On 10/19/2016 02:31 PM, Kenneth Graunke wrote: > On Wednesday, October 19, 2016 1:40:39 PM PDT Ian Romanick wrote: >> On 10/19/2016 11:11 AM, Kenneth Graunke wrote: >>> Brian found a bug with my "inline built-ins immediately" code for shaders >>> which use ftransform() and declare gl_Position invariant: >>> >>> https://lists.freedesktop.org/archives/mesa-dev/2016-October/132452.html >>> >>> Before my patch, things worked due to a specific order of operations: >>> >>> 1. link_intrastage_varyings imported the ftransform function into the VS >>> 2. cross_validate_uniforms() ran and signed off that everything matched >>> 3. do_common_optimization did both inlining and invariance propagation, >>> making the VS/FS versions of gl_ModelViewProjectionMatrix have >>> different invariant qualifiers...but after the check in step 2, >>> so we never raised an error. >>> >>> After my patch, ftransform() is inlined right away, and at compile time, >>> do_common_optimization propagates the invariant qualifier to the >>> gl_ModelViewProjectionMatrix. When the linker eventually happens, it >>> detects the mismatch. >> >> Why are we marking a uniform as invariant in the first place? That >> sounds boats. > > I agree. Propagating invariant/precise to ir_variables used in > expressions is pretty bogus. We should really track this with an > ir_expression::exact flag similar to NIR's "exact" flag on ALU > expressions.

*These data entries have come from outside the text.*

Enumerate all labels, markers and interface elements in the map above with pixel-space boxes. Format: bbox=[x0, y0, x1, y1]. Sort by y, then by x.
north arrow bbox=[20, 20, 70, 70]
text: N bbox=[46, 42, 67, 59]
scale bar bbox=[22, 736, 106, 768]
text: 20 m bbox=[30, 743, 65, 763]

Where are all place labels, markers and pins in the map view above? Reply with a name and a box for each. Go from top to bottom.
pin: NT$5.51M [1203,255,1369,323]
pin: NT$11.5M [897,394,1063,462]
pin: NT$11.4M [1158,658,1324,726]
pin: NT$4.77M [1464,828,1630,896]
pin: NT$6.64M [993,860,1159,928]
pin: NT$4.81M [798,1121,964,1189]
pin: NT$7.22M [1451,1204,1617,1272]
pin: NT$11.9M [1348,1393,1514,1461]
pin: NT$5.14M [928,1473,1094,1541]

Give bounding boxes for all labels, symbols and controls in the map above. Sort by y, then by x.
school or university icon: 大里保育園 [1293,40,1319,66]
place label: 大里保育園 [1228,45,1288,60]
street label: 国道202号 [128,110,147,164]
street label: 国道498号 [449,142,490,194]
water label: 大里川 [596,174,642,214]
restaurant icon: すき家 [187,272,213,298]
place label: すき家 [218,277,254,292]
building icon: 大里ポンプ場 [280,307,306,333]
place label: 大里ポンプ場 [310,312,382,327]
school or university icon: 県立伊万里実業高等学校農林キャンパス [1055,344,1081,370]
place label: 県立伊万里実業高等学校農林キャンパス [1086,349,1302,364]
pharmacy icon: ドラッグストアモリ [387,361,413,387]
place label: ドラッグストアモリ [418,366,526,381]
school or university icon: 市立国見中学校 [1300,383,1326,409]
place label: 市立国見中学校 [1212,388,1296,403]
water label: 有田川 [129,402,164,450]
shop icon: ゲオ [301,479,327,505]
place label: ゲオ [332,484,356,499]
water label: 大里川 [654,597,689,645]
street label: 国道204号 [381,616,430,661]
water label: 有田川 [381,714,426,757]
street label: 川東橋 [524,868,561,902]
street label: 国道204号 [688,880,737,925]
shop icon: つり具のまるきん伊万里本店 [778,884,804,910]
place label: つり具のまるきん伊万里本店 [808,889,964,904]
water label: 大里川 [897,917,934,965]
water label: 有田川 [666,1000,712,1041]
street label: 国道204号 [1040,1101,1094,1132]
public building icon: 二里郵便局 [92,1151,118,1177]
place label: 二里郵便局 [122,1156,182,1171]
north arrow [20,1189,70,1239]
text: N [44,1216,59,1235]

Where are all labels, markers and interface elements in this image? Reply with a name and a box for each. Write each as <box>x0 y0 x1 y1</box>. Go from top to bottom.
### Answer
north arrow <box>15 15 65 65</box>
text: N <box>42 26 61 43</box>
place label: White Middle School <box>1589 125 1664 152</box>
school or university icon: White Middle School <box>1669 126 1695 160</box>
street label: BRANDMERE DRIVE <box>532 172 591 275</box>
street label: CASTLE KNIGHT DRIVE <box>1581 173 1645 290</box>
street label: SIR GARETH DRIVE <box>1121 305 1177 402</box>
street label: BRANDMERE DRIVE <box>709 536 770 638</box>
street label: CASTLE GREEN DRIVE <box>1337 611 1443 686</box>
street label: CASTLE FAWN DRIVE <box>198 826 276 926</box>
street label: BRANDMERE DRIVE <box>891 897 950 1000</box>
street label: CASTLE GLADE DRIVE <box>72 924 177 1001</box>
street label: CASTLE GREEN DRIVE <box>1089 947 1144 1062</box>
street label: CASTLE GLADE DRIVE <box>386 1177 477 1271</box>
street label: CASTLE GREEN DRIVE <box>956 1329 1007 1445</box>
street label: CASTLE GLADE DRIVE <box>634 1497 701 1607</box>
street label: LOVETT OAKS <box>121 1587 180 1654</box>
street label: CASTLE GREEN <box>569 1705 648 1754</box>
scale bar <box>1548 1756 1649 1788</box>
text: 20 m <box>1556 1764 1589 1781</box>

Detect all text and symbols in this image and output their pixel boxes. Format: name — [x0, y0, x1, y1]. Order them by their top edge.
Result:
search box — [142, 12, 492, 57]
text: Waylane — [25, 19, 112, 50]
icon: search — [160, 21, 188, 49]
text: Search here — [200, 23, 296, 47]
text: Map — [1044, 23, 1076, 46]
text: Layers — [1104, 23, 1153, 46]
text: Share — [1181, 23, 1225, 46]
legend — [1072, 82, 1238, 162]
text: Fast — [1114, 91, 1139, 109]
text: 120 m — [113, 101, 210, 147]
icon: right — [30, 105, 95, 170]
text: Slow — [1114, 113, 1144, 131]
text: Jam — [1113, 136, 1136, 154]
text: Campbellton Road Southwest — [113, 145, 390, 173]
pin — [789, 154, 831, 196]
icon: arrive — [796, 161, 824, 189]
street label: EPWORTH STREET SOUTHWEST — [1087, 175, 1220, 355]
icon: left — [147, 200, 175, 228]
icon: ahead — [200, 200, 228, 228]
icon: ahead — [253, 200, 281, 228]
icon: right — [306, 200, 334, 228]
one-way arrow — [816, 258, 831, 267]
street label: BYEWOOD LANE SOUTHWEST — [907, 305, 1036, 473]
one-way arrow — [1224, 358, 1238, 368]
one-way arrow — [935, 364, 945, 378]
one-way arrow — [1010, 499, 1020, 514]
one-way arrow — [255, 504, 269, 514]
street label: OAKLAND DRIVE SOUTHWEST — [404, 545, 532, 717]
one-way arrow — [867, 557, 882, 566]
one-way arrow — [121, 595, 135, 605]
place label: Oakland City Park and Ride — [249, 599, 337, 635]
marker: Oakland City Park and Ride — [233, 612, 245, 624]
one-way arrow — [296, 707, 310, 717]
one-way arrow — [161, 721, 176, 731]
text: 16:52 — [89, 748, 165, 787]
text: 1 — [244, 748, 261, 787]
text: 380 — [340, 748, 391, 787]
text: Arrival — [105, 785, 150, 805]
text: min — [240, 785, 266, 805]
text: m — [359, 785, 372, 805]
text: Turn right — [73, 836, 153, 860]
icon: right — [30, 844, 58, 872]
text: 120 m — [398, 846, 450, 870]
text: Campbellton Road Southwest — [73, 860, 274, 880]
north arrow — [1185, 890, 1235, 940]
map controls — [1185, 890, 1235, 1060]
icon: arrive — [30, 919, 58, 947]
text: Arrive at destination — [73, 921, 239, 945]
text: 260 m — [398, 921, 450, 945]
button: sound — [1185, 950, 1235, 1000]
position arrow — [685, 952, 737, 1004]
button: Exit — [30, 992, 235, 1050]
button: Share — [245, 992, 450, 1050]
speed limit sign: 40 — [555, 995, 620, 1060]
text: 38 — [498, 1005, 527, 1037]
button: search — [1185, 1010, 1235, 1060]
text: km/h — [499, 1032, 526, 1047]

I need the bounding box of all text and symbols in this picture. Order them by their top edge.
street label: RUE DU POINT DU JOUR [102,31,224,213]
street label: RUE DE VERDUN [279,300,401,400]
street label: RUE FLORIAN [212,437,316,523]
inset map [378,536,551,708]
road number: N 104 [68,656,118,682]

I don't recall why it was done this way. > > I've hit problems with invariant on uniforms before. I tried not > propagating it to uniforms back in the day and Curro convinced me > it was wrong and would break things. > > This is a hack - it fixes some cases, but won't fix them all. > Not propagating to uniforms will fix some cases, but I think it > breaks others. I don't think we have tests for those cases.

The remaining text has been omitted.